● **What the exercise asks**: Leave every picture behind and copy the rest of the entries below exactly.

Information provided START

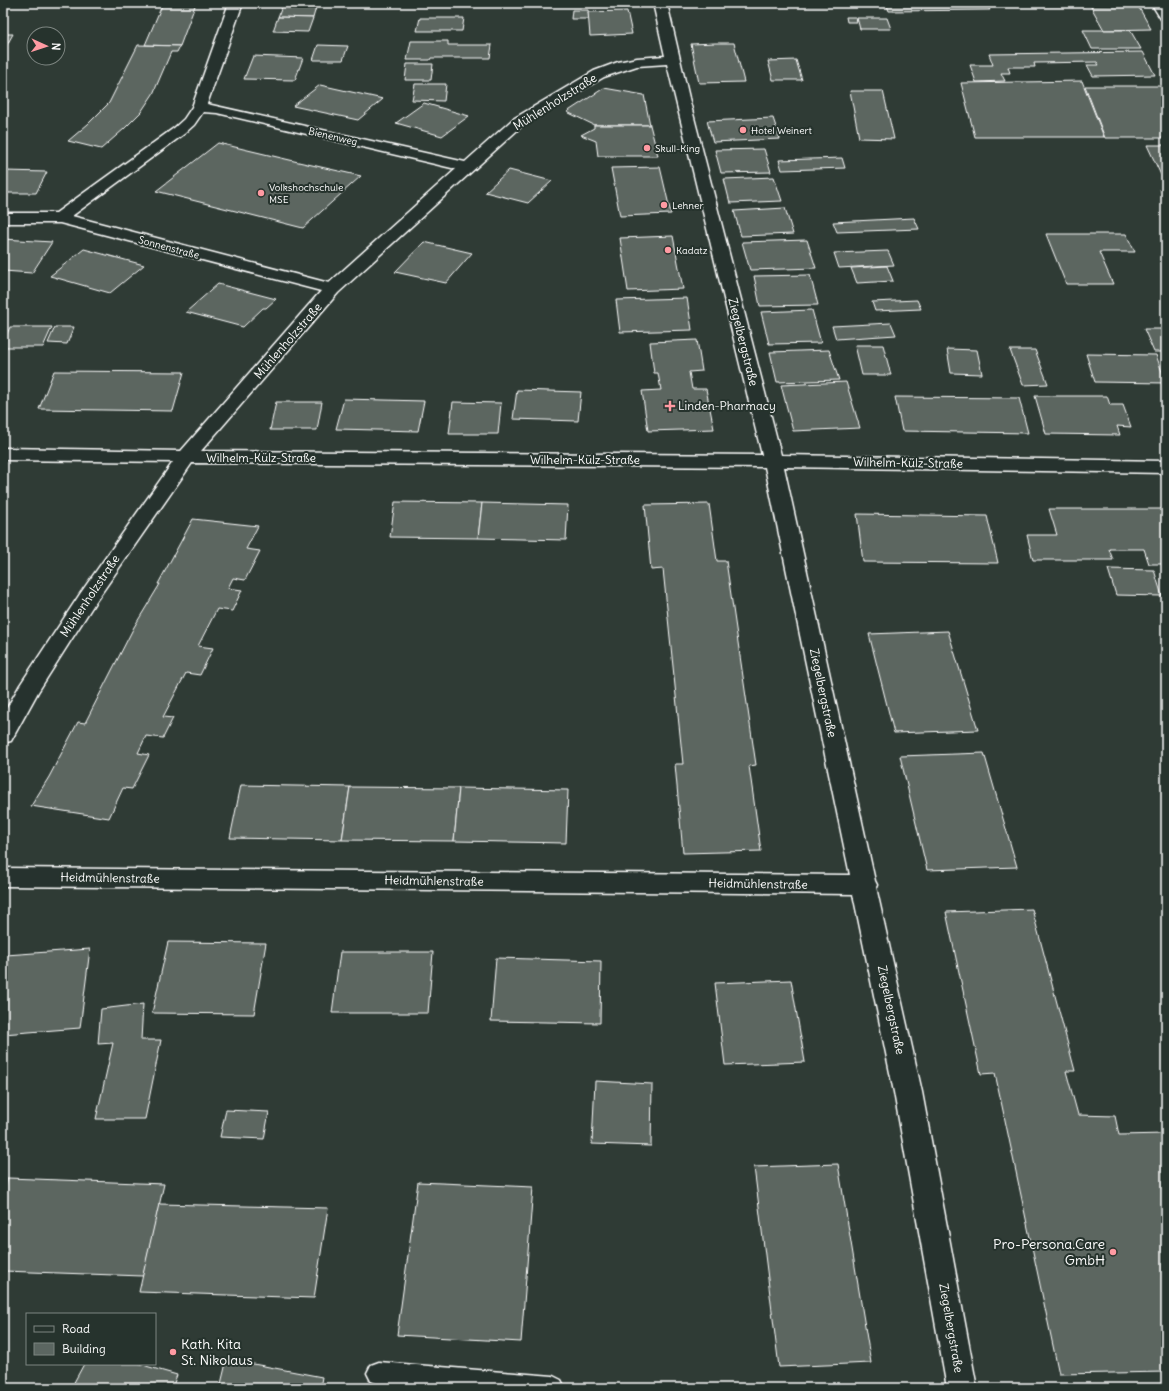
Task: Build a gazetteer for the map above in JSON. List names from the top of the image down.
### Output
{
  "streets": {
    "street": [
      "Mühlenholzstraße",
      "Bienenweg",
      "Sonnenstraße",
      "Ziegelbergstraße",
      "Wilhelm-Külz-Straße",
      "Heidmühlenstraße"
    ]
  },
  "crossings": [
    ["Mühlenholzstraße", "Bienenweg"],
    ["Mühlenholzstraße", "Sonnenstraße"],
    ["Mühlenholzstraße", "Ziegelbergstraße"],
    ["Mühlenholzstraße", "Wilhelm-Külz-Straße"],
    ["Ziegelbergstraße", "Wilhelm-Külz-Straße"],
    ["Ziegelbergstraße", "Heidmühlenstraße"]
  ],
  "places": {
    "other": [
      "Hotel Weinert",
      "Skull-King",
      "Volkshochschule MSE",
      "Lehner",
      "Kadatz",
      "Pro-Persona.Care GmbH",
      "Kath. Kita St. Nikolaus"
    ],
    "health": ["Linden-Pharmacy"]
  },
  "legend": ["Road", "Building"],
  "north": "right"
}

Information provided END

● **Reply to the task**:
Task: Build a gazetteer for the map above in JSON. List names from the top of the image down.
### Output
{
  "streets": {
    "street": [
      "Mühlenholzstraße",
      "Bienenweg",
      "Sonnenstraße",
      "Ziegelbergstraße",
      "Wilhelm-Külz-Straße",
      "Heidmühlenstraße"
    ]
  },
  "crossings": [
    ["Mühlenholzstraße", "Bienenweg"],
    ["Mühlenholzstraße", "Sonnenstraße"],
    ["Mühlenholzstraße", "Ziegelbergstraße"],
    ["Mühlenholzstraße", "Wilhelm-Külz-Straße"],
    ["Ziegelbergstraße", "Wilhelm-Külz-Straße"],
    ["Ziegelbergstraße", "Heidmühlenstraße"]
  ],
  "places": {
    "other": [
      "Hotel Weinert",
      "Skull-King",
      "Volkshochschule MSE",
      "Lehner",
      "Kadatz",
      "Pro-Persona.Care GmbH",
      "Kath. Kita St. Nikolaus"
    ],
    "health": ["Linden-Pharmacy"]
  },
  "legend": ["Road", "Building"],
  "north": "right"
}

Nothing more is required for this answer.